Sono moltissimi i film proiettati al cinema in cui si è parlato di una malattia mentale o comunque dov’era presente questa tematica in maniera più o meno esplicita.
C’è per esempio Rain Man – L’uomo della pioggia (1988) con Tom Cruise e Dustin Hoffman che affronta un particolare disturbo dello spettro autistico, la Sindrome del savant. Il famoso A Beautiful Mind (2001) di Ron Howard vede il suo protagonista affrontare la schizofrenia paranoide. Ancora più famoso è forse Forrest Gump (1994), che ha mostrato al mondo intero cosa significa vivere con l’autismo, ma non solo. In The Aviator (2004), Leonardo Di Caprio è un aviatore che soffre di disturbo ossessivo-compulsivo. L’attore è poi tornato come protagonista nel thriller psicologico Shutter Island (2010), dove tutto giro intorno a un ospedale psichiatrico e alla scoperta dei propri demoni. American Psycho (2000) mette Christian Bale nei panni di chi deve affrontare un disturbo d’ansia e da stress post-traumatico. Ancora più crudi sono Split (2016) con James McAvoy sul disturbo dissociativo dell’identità, Il Cigno Nero (2010) con Natalie Portman che affronta l’autolesionismo e il disturbo borderline di personalità, e infine Joker (2019) con Joaquin Phoenix afflitto da diverse malattie mentali e in particolare dalla sindrome pseudobulbare.
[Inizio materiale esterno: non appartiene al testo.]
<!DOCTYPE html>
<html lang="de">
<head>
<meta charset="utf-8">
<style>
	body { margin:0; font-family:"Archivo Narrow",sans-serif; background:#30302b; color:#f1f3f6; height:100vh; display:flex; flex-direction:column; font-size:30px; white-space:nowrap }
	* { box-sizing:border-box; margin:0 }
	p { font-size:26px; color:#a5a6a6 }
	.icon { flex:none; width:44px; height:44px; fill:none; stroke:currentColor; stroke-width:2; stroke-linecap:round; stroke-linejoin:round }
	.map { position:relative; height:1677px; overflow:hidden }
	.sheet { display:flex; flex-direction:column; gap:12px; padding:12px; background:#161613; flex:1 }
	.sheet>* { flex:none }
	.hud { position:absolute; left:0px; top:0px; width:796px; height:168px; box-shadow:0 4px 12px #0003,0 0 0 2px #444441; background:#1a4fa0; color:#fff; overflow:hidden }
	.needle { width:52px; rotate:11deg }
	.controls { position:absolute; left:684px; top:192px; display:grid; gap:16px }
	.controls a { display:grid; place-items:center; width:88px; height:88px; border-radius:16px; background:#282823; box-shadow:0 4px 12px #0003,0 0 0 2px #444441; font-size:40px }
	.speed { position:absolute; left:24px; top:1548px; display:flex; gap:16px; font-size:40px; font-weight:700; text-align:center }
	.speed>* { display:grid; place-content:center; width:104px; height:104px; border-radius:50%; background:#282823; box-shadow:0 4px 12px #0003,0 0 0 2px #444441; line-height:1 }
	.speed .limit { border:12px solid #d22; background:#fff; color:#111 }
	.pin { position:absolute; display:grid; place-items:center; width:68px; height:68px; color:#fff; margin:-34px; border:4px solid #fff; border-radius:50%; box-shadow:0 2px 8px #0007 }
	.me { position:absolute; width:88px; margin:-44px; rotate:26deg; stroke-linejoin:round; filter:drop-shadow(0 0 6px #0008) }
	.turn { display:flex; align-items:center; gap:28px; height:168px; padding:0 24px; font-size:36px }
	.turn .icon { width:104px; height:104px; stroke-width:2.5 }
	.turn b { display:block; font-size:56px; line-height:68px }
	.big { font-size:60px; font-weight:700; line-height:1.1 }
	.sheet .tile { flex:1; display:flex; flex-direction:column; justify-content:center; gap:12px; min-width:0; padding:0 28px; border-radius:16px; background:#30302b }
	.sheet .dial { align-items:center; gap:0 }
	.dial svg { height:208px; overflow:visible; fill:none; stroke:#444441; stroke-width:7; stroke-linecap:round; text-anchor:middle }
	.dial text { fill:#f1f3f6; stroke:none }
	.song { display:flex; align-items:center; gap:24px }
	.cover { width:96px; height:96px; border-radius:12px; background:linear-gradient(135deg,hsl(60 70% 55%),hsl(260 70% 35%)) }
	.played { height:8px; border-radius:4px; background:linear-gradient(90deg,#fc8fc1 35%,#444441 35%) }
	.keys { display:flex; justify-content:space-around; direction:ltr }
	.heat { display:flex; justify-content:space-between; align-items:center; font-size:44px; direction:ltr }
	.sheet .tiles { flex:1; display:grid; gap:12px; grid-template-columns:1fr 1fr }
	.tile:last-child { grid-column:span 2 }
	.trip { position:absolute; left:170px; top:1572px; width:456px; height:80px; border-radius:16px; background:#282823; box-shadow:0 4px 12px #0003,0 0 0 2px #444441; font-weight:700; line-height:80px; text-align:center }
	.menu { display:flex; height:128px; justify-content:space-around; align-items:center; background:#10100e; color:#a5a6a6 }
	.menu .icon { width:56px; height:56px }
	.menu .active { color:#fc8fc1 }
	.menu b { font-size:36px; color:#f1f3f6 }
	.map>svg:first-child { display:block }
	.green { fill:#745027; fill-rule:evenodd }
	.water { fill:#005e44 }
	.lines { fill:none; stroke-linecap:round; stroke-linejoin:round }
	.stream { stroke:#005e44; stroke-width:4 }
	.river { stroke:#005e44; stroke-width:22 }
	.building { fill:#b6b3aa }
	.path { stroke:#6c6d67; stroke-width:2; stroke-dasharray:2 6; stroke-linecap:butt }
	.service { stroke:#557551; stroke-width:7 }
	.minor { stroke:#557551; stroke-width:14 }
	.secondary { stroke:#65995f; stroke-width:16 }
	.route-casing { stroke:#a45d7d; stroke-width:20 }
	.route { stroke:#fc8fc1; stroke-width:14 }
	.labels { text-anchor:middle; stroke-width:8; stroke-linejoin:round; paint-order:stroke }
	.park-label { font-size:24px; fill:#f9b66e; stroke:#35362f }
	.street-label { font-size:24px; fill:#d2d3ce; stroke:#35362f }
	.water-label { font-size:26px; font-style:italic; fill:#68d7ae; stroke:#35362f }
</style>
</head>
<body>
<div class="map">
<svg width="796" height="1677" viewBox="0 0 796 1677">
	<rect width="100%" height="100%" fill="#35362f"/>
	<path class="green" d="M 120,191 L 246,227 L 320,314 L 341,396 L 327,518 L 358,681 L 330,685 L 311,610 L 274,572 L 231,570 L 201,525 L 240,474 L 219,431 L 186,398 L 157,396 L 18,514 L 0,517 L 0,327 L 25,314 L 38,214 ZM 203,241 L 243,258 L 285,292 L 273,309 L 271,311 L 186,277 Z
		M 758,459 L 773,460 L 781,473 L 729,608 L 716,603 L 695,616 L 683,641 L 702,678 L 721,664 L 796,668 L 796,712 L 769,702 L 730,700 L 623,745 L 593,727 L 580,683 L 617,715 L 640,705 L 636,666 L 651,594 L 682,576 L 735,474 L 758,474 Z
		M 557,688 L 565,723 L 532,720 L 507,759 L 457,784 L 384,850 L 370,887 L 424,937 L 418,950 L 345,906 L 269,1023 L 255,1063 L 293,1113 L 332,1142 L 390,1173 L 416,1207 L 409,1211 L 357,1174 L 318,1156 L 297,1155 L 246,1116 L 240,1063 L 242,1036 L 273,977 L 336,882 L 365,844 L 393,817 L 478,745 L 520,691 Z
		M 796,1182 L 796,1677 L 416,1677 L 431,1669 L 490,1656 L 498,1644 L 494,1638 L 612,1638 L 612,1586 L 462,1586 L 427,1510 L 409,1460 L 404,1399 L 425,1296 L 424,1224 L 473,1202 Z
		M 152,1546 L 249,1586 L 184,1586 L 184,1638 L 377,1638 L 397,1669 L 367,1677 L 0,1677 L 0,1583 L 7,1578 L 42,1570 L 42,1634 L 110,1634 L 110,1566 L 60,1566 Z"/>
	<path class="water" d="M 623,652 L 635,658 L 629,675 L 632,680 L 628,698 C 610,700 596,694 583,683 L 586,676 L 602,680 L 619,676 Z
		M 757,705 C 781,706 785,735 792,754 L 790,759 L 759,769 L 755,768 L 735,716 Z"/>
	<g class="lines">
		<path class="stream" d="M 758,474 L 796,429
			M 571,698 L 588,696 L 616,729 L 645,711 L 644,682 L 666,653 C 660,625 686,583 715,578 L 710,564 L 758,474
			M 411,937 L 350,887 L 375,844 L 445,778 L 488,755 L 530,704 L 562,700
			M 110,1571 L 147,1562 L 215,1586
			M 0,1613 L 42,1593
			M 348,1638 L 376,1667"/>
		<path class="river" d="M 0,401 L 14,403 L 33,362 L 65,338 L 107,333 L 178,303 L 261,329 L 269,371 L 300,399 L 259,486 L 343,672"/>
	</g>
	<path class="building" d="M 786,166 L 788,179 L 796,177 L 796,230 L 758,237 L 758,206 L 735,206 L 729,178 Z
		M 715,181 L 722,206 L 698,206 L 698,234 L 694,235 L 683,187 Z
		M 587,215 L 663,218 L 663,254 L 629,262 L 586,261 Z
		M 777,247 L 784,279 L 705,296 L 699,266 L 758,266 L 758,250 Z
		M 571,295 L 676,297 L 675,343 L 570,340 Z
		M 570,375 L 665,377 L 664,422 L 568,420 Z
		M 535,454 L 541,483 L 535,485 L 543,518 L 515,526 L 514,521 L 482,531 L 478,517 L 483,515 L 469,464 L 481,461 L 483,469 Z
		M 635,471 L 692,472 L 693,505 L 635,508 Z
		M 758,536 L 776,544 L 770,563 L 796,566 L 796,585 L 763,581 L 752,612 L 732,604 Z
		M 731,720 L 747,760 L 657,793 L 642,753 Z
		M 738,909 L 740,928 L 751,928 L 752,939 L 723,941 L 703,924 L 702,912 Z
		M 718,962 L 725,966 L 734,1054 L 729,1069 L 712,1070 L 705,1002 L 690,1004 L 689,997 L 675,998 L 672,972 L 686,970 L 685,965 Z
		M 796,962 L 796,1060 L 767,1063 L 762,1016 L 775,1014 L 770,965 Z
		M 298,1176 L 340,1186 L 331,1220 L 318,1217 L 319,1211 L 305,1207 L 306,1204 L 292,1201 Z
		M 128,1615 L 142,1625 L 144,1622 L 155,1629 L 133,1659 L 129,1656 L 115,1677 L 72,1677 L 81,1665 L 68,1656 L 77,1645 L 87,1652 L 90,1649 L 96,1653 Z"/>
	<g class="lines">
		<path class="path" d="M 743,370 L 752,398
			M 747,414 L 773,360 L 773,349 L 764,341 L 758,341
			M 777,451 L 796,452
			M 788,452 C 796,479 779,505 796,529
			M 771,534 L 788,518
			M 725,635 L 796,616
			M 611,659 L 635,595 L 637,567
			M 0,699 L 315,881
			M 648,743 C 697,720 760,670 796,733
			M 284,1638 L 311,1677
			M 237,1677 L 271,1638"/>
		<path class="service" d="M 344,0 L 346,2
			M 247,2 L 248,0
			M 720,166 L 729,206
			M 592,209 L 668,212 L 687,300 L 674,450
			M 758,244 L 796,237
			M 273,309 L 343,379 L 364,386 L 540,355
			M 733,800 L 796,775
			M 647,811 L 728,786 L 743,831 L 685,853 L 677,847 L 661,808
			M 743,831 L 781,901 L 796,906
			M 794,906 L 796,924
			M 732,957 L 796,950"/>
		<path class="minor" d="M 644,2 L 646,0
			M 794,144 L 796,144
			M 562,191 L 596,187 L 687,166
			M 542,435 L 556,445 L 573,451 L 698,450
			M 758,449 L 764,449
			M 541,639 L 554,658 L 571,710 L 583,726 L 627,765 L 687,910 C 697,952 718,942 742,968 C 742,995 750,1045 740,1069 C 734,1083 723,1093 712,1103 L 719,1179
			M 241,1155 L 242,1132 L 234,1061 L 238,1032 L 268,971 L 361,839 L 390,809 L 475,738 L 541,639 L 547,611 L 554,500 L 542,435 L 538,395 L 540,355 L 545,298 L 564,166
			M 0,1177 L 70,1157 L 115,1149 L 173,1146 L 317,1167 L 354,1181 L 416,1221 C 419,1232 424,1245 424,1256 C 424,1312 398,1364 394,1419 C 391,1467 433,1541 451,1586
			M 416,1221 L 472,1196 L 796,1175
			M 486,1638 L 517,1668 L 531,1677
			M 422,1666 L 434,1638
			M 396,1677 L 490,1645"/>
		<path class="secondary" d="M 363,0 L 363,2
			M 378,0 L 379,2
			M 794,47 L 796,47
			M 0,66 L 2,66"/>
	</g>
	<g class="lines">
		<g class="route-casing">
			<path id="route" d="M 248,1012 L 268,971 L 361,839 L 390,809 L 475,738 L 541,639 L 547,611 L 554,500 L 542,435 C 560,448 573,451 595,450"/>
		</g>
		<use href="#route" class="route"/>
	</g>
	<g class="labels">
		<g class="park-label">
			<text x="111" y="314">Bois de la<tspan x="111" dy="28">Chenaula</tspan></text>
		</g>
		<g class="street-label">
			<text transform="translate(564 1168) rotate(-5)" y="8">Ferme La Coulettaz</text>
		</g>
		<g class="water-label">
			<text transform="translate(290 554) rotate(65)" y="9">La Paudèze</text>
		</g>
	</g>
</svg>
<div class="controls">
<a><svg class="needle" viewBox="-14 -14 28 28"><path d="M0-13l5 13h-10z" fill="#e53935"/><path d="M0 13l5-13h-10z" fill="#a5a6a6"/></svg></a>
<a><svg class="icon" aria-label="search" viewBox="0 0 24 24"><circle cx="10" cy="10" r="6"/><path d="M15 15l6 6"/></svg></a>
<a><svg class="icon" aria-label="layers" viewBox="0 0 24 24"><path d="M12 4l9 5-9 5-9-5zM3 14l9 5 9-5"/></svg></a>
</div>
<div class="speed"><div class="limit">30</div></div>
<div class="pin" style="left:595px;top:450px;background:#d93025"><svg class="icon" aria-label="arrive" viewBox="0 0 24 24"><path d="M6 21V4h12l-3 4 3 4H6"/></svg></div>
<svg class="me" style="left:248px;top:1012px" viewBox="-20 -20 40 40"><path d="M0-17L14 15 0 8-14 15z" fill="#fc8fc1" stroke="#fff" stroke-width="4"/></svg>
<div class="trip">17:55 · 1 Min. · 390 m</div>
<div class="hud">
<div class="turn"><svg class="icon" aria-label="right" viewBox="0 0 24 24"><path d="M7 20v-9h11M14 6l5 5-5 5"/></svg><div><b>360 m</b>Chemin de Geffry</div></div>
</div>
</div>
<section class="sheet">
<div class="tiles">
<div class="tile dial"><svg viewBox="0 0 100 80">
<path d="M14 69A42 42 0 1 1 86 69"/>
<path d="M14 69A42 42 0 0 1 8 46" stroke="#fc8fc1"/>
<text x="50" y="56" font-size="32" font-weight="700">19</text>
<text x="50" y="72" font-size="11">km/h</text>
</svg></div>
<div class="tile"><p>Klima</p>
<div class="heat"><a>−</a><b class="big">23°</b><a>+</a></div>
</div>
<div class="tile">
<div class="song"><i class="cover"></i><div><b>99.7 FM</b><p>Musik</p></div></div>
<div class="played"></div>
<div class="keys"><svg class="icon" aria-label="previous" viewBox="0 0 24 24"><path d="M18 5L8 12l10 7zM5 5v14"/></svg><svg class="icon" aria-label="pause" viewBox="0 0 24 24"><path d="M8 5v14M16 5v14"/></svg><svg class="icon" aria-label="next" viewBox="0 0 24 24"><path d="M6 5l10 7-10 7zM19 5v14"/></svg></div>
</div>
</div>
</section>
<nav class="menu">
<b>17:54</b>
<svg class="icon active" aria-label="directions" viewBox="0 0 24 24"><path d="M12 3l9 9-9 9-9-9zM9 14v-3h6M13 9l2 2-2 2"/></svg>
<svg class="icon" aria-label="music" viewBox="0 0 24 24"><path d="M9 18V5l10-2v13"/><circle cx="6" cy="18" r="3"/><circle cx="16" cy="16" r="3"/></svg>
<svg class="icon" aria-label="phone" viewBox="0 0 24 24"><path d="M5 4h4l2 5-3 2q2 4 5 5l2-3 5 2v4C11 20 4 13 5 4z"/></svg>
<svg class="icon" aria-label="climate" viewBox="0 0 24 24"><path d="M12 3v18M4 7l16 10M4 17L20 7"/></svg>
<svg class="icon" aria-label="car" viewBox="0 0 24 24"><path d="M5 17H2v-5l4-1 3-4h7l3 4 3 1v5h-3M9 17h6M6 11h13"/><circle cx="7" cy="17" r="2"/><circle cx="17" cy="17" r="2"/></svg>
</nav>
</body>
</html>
La mobilitazione del mondo del cinema per le malattie mentali

Molti sono gli attori che si sono cimentati nell’interpretazione di personaggi affetti da una malattia mentale. Anche per questo il mondo del cinema, soprattutto dagli anni ’90, ha iniziato a essere più attento a come affrontava e rappresentava tali tematiche, proprio per non ricadere nei cliché o negli effetti negativi che si è visto possono crearsi.
Per esempio, nel 2013 Glenn Close e Bradley Cooper hanno manifestato la loro volontà di contrastare l’isolamento e l’incomprensione che colpiscono coloro che soffrono di disturbi mentali. Entrambi gli attori, infatti, avevano interpretato personaggi mentalmente problematici, rispettivamente in Attrazione fatale (1987) e Il lato positivo (2012), per cui hanno deciso di impegnarsi per favorire la prevenzione, la diagnosi e l’eliminazione dello stigma su queste malattie.
Molte altre sono le star di Hollywood che da tempo portano avanti battaglie in questo senso, ma anche cantanti e comici. Demi Lovato, Cher, Gwyneth Paltrow, Cara Delevingne, Emma Stone, Pete Davidson: molti sono attivi nella promozione del dialogo sulle malattie mentali.